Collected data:
++++
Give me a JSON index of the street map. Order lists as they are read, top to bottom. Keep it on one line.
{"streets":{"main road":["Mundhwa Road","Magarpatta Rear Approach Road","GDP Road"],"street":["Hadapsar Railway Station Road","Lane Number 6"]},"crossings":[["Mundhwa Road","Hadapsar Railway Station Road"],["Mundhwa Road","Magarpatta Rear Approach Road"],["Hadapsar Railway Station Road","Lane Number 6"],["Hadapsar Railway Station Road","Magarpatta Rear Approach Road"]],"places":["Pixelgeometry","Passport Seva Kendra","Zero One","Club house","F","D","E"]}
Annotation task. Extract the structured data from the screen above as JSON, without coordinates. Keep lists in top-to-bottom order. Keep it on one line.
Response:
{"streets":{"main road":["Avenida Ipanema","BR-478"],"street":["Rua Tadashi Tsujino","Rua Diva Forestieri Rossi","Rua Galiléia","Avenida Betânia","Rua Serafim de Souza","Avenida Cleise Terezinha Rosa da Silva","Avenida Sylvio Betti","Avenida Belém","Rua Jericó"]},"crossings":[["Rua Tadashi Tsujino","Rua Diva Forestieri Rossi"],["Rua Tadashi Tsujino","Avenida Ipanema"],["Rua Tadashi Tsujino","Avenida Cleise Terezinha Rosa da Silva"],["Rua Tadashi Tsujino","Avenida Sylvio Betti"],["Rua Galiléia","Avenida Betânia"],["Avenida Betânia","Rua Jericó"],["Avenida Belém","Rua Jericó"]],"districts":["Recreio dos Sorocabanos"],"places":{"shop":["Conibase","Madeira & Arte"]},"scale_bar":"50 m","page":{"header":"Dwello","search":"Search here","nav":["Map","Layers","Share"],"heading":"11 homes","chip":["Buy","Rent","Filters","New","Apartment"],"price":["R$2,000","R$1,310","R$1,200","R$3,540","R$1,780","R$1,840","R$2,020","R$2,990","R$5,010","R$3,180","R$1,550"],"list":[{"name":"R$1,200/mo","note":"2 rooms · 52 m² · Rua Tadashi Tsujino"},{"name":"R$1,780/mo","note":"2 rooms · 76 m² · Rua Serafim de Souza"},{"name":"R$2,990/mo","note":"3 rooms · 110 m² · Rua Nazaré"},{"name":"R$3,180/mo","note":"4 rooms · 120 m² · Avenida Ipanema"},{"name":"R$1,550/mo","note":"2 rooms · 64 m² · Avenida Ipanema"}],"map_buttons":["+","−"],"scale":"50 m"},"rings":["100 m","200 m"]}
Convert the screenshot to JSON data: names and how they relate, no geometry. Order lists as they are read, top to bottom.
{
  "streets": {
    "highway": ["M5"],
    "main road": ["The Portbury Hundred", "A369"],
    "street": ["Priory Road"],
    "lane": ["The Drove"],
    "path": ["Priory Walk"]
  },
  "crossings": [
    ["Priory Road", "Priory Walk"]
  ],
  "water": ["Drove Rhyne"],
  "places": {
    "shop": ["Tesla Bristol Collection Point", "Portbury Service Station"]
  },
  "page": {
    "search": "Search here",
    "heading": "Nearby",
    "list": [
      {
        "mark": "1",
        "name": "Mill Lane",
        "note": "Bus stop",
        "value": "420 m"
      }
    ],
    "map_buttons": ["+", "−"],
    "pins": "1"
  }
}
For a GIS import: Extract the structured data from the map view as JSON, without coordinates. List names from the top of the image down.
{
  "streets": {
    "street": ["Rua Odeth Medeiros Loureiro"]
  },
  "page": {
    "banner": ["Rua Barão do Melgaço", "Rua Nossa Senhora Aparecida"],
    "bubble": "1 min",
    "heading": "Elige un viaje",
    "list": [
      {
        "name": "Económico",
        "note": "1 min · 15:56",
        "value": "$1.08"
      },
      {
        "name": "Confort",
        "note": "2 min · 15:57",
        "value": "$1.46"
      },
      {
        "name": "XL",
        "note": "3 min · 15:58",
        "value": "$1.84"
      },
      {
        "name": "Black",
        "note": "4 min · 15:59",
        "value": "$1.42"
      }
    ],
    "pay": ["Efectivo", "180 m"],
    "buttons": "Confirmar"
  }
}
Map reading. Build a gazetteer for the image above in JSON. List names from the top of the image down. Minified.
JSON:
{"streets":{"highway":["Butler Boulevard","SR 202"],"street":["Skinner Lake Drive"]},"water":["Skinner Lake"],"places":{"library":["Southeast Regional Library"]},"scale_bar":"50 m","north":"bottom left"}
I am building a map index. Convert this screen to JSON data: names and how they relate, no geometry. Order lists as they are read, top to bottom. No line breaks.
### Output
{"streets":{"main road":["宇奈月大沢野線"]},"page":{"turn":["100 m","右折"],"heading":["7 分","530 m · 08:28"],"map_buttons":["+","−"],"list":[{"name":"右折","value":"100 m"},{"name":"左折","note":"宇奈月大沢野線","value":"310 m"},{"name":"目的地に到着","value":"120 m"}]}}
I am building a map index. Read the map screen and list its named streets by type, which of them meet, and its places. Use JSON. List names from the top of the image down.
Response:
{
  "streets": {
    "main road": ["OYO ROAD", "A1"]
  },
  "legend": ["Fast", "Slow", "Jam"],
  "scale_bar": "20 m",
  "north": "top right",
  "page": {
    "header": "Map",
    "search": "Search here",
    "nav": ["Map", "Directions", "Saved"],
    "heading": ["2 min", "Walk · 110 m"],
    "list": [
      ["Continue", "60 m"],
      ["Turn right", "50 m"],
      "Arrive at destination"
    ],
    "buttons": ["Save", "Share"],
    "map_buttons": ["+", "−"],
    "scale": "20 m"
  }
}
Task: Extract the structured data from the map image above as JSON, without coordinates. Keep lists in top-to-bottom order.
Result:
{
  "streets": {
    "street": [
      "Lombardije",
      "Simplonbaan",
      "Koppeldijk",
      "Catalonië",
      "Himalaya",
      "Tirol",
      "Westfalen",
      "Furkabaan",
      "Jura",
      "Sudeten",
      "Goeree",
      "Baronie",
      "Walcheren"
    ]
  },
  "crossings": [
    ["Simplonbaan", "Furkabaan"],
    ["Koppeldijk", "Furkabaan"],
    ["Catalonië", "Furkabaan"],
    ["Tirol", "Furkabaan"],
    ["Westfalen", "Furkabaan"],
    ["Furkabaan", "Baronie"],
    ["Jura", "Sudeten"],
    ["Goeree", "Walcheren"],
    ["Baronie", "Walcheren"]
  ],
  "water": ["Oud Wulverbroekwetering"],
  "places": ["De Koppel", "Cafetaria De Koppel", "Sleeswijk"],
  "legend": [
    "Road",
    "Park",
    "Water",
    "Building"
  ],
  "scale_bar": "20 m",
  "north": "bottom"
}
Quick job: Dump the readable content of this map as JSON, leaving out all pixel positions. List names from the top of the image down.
++++
| What you need to do |
What you return must match the records exactly, down to the last line.

| Solution for this exercise |
Give me a JSON index of the street map. Order lists as they are read, top to bottom. Keep it on one line.
{"streets":{"main road":["Mundhwa Road","Magarpatta Rear Approach Road","GDP Road"],"street":["Hadapsar Railway Station Road","Lane Number 6"]},"crossings":[["Mundhwa Road","Hadapsar Railway Station Road"],["Mundhwa Road","Magarpatta Rear Approach Road"],["Hadapsar Railway Station Road","Lane Number 6"],["Hadapsar Railway Station Road","Magarpatta Rear Approach Road"]],"places":["Pixelgeometry","Passport Seva Kendra","Zero One","Club house","F","D","E"]}
Annotation task. Extract the structured data from the screen above as JSON, without coordinates. Keep lists in top-to-bottom order. Keep it on one line.
Response:
{"streets":{"main road":["Avenida Ipanema","BR-478"],"street":["Rua Tadashi Tsujino","Rua Diva Forestieri Rossi","Rua Galiléia","Avenida Betânia","Rua Serafim de Souza","Avenida Cleise Terezinha Rosa da Silva","Avenida Sylvio Betti","Avenida Belém","Rua Jericó"]},"crossings":[["Rua Tadashi Tsujino","Rua Diva Forestieri Rossi"],["Rua Tadashi Tsujino","Avenida Ipanema"],["Rua Tadashi Tsujino","Avenida Cleise Terezinha Rosa da Silva"],["Rua Tadashi Tsujino","Avenida Sylvio Betti"],["Rua Galiléia","Avenida Betânia"],["Avenida Betânia","Rua Jericó"],["Avenida Belém","Rua Jericó"]],"districts":["Recreio dos Sorocabanos"],"places":{"shop":["Conibase","Madeira & Arte"]},"scale_bar":"50 m","page":{"header":"Dwello","search":"Search here","nav":["Map","Layers","Share"],"heading":"11 homes","chip":["Buy","Rent","Filters","New","Apartment"],"price":["R$2,000","R$1,310","R$1,200","R$3,540","R$1,780","R$1,840","R$2,020","R$2,990","R$5,010","R$3,180","R$1,550"],"list":[{"name":"R$1,200/mo","note":"2 rooms · 52 m² · Rua Tadashi Tsujino"},{"name":"R$1,780/mo","note":"2 rooms · 76 m² · Rua Serafim de Souza"},{"name":"R$2,990/mo","note":"3 rooms · 110 m² · Rua Nazaré"},{"name":"R$3,180/mo","note":"4 rooms · 120 m² · Avenida Ipanema"},{"name":"R$1,550/mo","note":"2 rooms · 64 m² · Avenida Ipanema"}],"map_buttons":["+","−"],"scale":"50 m"},"rings":["100 m","200 m"]}
Convert the screenshot to JSON data: names and how they relate, no geometry. Order lists as they are read, top to bottom.
{
  "streets": {
    "highway": ["M5"],
    "main road": ["The Portbury Hundred", "A369"],
    "street": ["Priory Road"],
    "lane": ["The Drove"],
    "path": ["Priory Walk"]
  },
  "crossings": [
    ["Priory Road", "Priory Walk"]
  ],
  "water": ["Drove Rhyne"],
  "places": {
    "shop": ["Tesla Bristol Collection Point", "Portbury Service Station"]
  },
  "page": {
    "search": "Search here",
    "heading": "Nearby",
    "list": [
      {
        "mark": "1",
        "name": "Mill Lane",
        "note": "Bus stop",
        "value": "420 m"
      }
    ],
    "map_buttons": ["+", "−"],
    "pins": "1"
  }
}
For a GIS import: Extract the structured data from the map view as JSON, without coordinates. List names from the top of the image down.
{
  "streets": {
    "street": ["Rua Odeth Medeiros Loureiro"]
  },
  "page": {
    "banner": ["Rua Barão do Melgaço", "Rua Nossa Senhora Aparecida"],
    "bubble": "1 min",
    "heading": "Elige un viaje",
    "list": [
      {
        "name": "Económico",
        "note": "1 min · 15:56",
        "value": "$1.08"
      },
      {
        "name": "Confort",
        "note": "2 min · 15:57",
        "value": "$1.46"
      },
      {
        "name": "XL",
        "note": "3 min · 15:58",
        "value": "$1.84"
      },
      {
        "name": "Black",
        "note": "4 min · 15:59",
        "value": "$1.42"
      }
    ],
    "pay": ["Efectivo", "180 m"],
    "buttons": "Confirmar"
  }
}
Map reading. Build a gazetteer for the image above in JSON. List names from the top of the image down. Minified.
JSON:
{"streets":{"highway":["Butler Boulevard","SR 202"],"street":["Skinner Lake Drive"]},"water":["Skinner Lake"],"places":{"library":["Southeast Regional Library"]},"scale_bar":"50 m","north":"bottom left"}
I am building a map index. Convert this screen to JSON data: names and how they relate, no geometry. Order lists as they are read, top to bottom. No line breaks.
### Output
{"streets":{"main road":["宇奈月大沢野線"]},"page":{"turn":["100 m","右折"],"heading":["7 分","530 m · 08:28"],"map_buttons":["+","−"],"list":[{"name":"右折","value":"100 m"},{"name":"左折","note":"宇奈月大沢野線","value":"310 m"},{"name":"目的地に到着","value":"120 m"}]}}
I am building a map index. Read the map screen and list its named streets by type, which of them meet, and its places. Use JSON. List names from the top of the image down.
Response:
{
  "streets": {
    "main road": ["OYO ROAD", "A1"]
  },
  "legend": ["Fast", "Slow", "Jam"],
  "scale_bar": "20 m",
  "north": "top right",
  "page": {
    "header": "Map",
    "search": "Search here",
    "nav": ["Map", "Directions", "Saved"],
    "heading": ["2 min", "Walk · 110 m"],
    "list": [
      ["Continue", "60 m"],
      ["Turn right", "50 m"],
      "Arrive at destination"
    ],
    "buttons": ["Save", "Share"],
    "map_buttons": ["+", "−"],
    "scale": "20 m"
  }
}
Task: Extract the structured data from the map image above as JSON, without coordinates. Keep lists in top-to-bottom order.
Result:
{
  "streets": {
    "street": [
      "Lombardije",
      "Simplonbaan",
      "Koppeldijk",
      "Catalonië",
      "Himalaya",
      "Tirol",
      "Westfalen",
      "Furkabaan",
      "Jura",
      "Sudeten",
      "Goeree",
      "Baronie",
      "Walcheren"
    ]
  },
  "crossings": [
    ["Simplonbaan", "Furkabaan"],
    ["Koppeldijk", "Furkabaan"],
    ["Catalonië", "Furkabaan"],
    ["Tirol", "Furkabaan"],
    ["Westfalen", "Furkabaan"],
    ["Furkabaan", "Baronie"],
    ["Jura", "Sudeten"],
    ["Goeree", "Walcheren"],
    ["Baronie", "Walcheren"]
  ],
  "water": ["Oud Wulverbroekwetering"],
  "places": ["De Koppel", "Cafetaria De Koppel", "Sleeswijk"],
  "legend": [
    "Road",
    "Park",
    "Water",
    "Building"
  ],
  "scale_bar": "20 m",
  "north": "bottom"
}
Quick job: Dump the readable content of this map as JSON, leaving out all pixel positions. List names from the top of the image down.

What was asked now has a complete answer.